# Task objective:
When a line of the records below contains the string "canvas", copy that whole line.

# Material for this exercise:
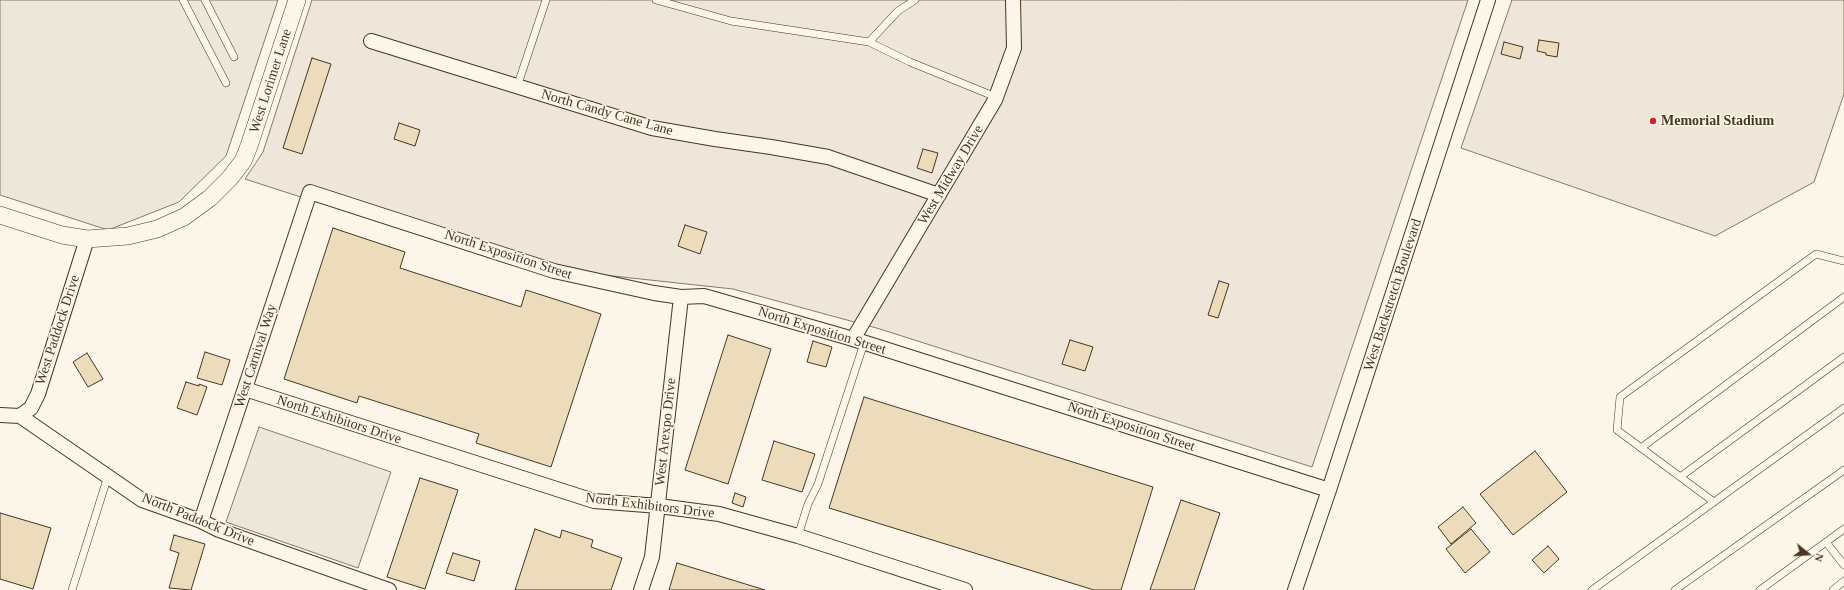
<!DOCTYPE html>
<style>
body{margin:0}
#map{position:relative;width:1844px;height:590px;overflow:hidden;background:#fbf6e9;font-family:"Times New Roman",serif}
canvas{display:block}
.north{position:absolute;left:1788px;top:534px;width:40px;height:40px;-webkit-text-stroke:3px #fbf6e9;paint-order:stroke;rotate:108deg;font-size:11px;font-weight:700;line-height:16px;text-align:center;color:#4a3520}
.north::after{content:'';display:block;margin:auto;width:14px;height:18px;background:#4a3520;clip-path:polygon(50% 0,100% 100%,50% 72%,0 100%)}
</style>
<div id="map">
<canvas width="1844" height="590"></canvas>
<div class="north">N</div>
</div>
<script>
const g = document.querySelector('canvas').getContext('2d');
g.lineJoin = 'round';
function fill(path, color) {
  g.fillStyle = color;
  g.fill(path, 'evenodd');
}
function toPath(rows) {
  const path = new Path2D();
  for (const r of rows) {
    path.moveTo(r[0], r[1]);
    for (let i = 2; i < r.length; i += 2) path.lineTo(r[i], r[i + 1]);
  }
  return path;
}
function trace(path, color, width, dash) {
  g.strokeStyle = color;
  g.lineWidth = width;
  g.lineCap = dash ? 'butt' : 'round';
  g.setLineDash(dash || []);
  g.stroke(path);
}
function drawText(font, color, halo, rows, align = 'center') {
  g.font = font + ' "Times New Roman",serif';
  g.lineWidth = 3;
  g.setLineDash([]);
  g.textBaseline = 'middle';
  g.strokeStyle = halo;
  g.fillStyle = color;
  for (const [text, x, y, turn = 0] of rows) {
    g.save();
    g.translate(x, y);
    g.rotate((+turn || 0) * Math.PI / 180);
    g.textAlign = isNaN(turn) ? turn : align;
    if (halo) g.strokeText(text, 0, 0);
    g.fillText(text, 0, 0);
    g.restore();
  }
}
const green = toPath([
 [312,0,1468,0,1312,467,880,329,733,289,511,265,245,179,263,152,312,0],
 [1512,0,1844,0,1844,94,1814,182,1715,236,1461,148,1512,0]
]);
fill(green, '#ede6d9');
trace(green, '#887966', 1);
const parking = toPath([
 [0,0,278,0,226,156,179,202,108,230,0,195,0,0],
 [259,427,391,472,358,568,226,522,259,427]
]);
fill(parking, '#ede7d9');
trace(parking, '#887966', 1);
const building = toPath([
 [1539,40,1559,43,1557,57,1546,55,1546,53,1537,51,1539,40],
 [1504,42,1523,47,1520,59,1501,54,1504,42],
 [312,58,331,64,302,154,283,148,312,58],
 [399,123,420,130,415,146,394,139,399,123],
 [923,149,938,153,932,173,917,168,923,149],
 [685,225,707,232,700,254,678,246,685,225],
 [333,228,405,252,400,268,521,307,526,290,601,314,551,467,476,443,479,434,359,396,357,403,284,379,333,228],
 [1219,281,1229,284,1218,318,1208,315,1219,281],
 [728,335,771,349,728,484,685,470,728,335],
 [1070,340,1093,347,1085,371,1062,364,1070,340],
 [813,341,832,347,826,367,807,362,813,341],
 [205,352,230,360,222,385,197,378,205,352],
 [87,353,103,379,88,387,73,362,87,353],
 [186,382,199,386,199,384,207,387,197,415,177,408,186,382],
 [864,397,1153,487,1121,590,1094,590,829,508,864,397],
 [774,441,815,454,802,492,762,480,774,441],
 [1535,451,1567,492,1513,535,1480,494,1535,451],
 [420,478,458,490,425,589,387,577,420,478],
 [735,493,746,497,743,507,732,503,735,493],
 [1181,500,1220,513,1194,590,1150,590,1181,500],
 [1463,507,1476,523,1451,544,1438,527,1463,507],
 [0,513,51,528,33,589,0,579,0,513],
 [535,529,560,538,562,530,593,540,591,547,622,558,611,590,515,590,535,529],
 [1471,529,1490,552,1465,573,1446,549,1471,529],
 [174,535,205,544,191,590,169,588,179,553,170,550,174,535],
 [1548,546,1559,559,1544,573,1532,560,1548,546],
 [453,553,480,561,474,581,446,573,453,553],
 [677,563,765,590,669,590,677,563]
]);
fill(building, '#ecdcbc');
trace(building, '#4a3520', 1);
const service = toPath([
 [183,0,226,83],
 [205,0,234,57],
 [656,0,731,21,869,42,898,11,915,0],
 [869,42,910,62,996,97],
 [517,87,546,0],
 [1641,448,1844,297],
 [1680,477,1844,357],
 [1714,502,1617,430,1620,397,1816,254,1844,261],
 [798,536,808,504,818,484,864,343],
 [1826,542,1844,565],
 [72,590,108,476],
 [1592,590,1844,408],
 [1675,590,1844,470],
 [1760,590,1844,529],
 [1833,590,1844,581]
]);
const minor = toPath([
 [371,41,652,128,715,139,771,147,828,157,939,195],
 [853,339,995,100,1014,48,1013,0],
 [245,389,594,501,659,506,719,514,798,536,965,590],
 [0,415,20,416,142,500,201,521,219,530,389,590],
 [20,416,31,408,38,394,87,239],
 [201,521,310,192,554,271,654,293,681,297,704,296,853,339,1329,490],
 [641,590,652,557,681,297],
 [1295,590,1329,490,1488,0]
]);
const tertiary = toPath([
 [0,215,62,235,87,239,128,236,157,229,184,217,210,198,230,178,243,161,249,146,297,0]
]);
trace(service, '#4a3520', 8);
trace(minor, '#4a3520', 16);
trace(tertiary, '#4a3520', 18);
trace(service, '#fbf6e9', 7);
trace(minor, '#fbf6e9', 14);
trace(tertiary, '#fbf6e9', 17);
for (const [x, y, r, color] of [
 [1653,121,4,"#c62828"]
]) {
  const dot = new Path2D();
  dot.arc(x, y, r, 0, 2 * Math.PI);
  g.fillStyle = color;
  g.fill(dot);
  trace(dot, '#fbf6e9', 1.5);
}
drawText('14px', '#4a3520', '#fbf6e9', [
 ["West Lorimer Lane",271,81,-72],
 ["North Candy Cane Lane",607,113,16],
 ["West Midway Drive",951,175,-59],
 ["North Exposition Street",508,255,18],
 ["West Backstretch Boulevard",1393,295,-72],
 ["West Paddock Drive",58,330,-72],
 ["North Exposition Street",822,331,17],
 ["West Carnival Way",256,356,-72],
 ["North Exhibitors Drive",339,420,18],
 ["North Exposition Street",1131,427,18],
 ["West Arexpo Drive",666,432,-84],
 ["North Exhibitors Drive",650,506,7],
 ["North Paddock Drive",198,520,22]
]);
drawText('bold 14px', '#4a3520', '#fbf6e9', [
 ["Memorial Stadium",1661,121]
], 'left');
</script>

# Answer for this exercise:
canvas{display:block}
<canvas width="1844" height="590"></canvas>
const g = document.querySelector('canvas').getContext('2d');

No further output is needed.